Более того, обстоятельства этого успеха, скорее всего, тоже обладали глубокой духовной значимостью. В любом случае результат (так называемая «пьеса о феях») до сих пор считается самым веским доказательством сверхъестественного – она была единственным по-настоящему великим достижением Ле Мэтра и обладала завораживающей красотой.

Когда он закончил первый вариант этой пьесы, Ле Мэтру было чуть за пятьдесят. Основная идея и большая часть музыки пришли к композитору стремительной вспышкой подлинного вдохновения, однако, пока он разрабатывал то и другое, огонь потух, пламя из искры так и не разгорелось, и результат оказался совершенно посредственным. Ле Мэтр, как и многие другие люди искусства, перепутал свои мысли и фантазии с тем, что оказалось на бумаге: редактируя и пересматривая партитуру, он слышал первоначальную красоту своей идеи, и композитору казалось, будто воспоминания об этой красоте ему удалось передать. На самом же деле в словах и музыке они не отразились, и все, кто слышал пробное исполнение в покоях Ле Мэтра, испытывали скуку в разной степени (степень зависела от того, насколько развито было ясновидение).

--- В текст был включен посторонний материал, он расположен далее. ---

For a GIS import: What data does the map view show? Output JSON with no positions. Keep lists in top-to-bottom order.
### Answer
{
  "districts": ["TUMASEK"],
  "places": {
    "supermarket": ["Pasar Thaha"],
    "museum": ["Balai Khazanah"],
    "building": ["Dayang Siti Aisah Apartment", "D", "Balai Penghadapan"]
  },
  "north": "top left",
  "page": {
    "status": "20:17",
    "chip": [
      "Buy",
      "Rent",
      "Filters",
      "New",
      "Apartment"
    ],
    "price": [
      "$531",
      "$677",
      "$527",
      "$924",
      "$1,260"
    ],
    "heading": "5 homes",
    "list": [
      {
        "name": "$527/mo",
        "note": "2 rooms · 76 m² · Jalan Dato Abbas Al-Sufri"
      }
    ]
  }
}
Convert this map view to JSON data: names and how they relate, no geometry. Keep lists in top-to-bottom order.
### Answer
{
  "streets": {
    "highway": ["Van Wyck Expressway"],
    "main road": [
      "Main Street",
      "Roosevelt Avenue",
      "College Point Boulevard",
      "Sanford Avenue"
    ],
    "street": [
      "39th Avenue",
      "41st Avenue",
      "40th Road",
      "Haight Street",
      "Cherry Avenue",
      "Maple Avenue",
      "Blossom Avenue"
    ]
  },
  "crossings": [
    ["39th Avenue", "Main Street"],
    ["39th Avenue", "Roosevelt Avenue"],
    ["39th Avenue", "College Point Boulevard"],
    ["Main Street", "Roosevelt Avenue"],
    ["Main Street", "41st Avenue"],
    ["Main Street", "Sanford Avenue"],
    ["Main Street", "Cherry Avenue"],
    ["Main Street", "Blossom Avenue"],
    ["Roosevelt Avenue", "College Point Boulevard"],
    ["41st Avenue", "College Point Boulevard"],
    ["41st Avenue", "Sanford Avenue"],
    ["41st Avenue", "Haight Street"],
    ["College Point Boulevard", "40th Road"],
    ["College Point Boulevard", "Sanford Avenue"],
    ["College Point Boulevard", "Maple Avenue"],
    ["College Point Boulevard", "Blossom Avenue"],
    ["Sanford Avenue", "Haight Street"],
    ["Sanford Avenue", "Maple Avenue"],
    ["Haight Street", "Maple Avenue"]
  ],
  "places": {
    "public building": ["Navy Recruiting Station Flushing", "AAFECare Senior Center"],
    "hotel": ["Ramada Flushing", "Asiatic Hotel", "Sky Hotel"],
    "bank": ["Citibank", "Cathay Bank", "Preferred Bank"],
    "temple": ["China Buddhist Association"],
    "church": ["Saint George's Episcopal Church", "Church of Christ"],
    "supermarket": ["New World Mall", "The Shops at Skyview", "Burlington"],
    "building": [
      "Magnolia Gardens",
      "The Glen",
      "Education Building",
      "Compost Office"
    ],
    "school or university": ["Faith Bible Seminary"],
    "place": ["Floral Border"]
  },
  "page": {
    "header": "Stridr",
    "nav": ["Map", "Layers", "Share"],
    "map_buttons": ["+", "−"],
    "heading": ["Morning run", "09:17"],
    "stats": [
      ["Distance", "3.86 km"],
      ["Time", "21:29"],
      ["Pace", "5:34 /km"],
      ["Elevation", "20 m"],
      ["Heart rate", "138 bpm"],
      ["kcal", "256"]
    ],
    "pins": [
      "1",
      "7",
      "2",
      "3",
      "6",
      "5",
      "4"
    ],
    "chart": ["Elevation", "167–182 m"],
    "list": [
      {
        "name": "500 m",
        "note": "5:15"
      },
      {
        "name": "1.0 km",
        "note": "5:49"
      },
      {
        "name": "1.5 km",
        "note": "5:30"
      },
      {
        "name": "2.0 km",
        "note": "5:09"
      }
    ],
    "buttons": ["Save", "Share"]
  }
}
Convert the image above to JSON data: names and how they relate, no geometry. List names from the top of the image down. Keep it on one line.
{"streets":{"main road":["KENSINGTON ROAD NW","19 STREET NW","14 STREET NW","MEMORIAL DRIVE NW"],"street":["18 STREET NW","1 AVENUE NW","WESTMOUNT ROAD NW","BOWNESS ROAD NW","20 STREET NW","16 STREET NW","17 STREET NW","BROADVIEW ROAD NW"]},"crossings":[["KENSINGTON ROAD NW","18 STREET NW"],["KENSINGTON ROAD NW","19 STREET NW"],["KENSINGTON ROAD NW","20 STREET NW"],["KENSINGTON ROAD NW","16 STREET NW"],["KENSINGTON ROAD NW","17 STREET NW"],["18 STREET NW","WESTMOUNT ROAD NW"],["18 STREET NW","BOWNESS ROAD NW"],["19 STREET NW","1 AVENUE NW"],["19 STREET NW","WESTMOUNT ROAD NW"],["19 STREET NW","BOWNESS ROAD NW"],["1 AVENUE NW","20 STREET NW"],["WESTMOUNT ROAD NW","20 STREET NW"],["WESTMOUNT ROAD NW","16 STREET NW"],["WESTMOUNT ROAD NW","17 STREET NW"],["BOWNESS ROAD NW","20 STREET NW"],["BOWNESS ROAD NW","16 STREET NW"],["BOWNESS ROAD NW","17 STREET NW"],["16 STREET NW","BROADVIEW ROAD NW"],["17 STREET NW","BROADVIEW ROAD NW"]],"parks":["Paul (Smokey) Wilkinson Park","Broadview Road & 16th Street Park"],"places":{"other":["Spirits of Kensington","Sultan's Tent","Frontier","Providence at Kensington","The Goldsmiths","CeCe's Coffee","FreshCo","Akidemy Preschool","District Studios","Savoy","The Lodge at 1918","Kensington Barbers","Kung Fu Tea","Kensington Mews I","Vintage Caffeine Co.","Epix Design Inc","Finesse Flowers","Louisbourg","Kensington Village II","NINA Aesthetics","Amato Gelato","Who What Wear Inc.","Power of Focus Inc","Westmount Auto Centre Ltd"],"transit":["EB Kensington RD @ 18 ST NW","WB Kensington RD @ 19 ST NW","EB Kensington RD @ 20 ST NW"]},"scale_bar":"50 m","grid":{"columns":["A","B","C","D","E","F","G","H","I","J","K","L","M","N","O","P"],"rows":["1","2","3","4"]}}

– Недурно и оригинально, – покачивали головами слушатели, расходясь после представления, – но чего-то чуть-чуть не хватает.

Однако, словно под влиянием некой таинственной духовной алхимии, свинец обратился в золото, и произошло это следующим образом. Закончив свою маленькую пьесу, Ле Мэтр нашёл одного управляющего театром и отправился туда вечером, чтобы «прочувствовать» это место – дух зала, размер сцены и прочие детали. Управляющие отвели ему ложу в бельэтаже, откуда композитор всё прекрасно видел. Утруждать себя подобным образом было в духе Ле Мэтра, и во время представления его разум усердно работал, однако ничего из происходящего он не видел. Ле Мэтр пришёл с определённой целью – всё это время он слышал собственную музыку и смотрел собственную пьесу, где его персонажи передвигались среди его декораций.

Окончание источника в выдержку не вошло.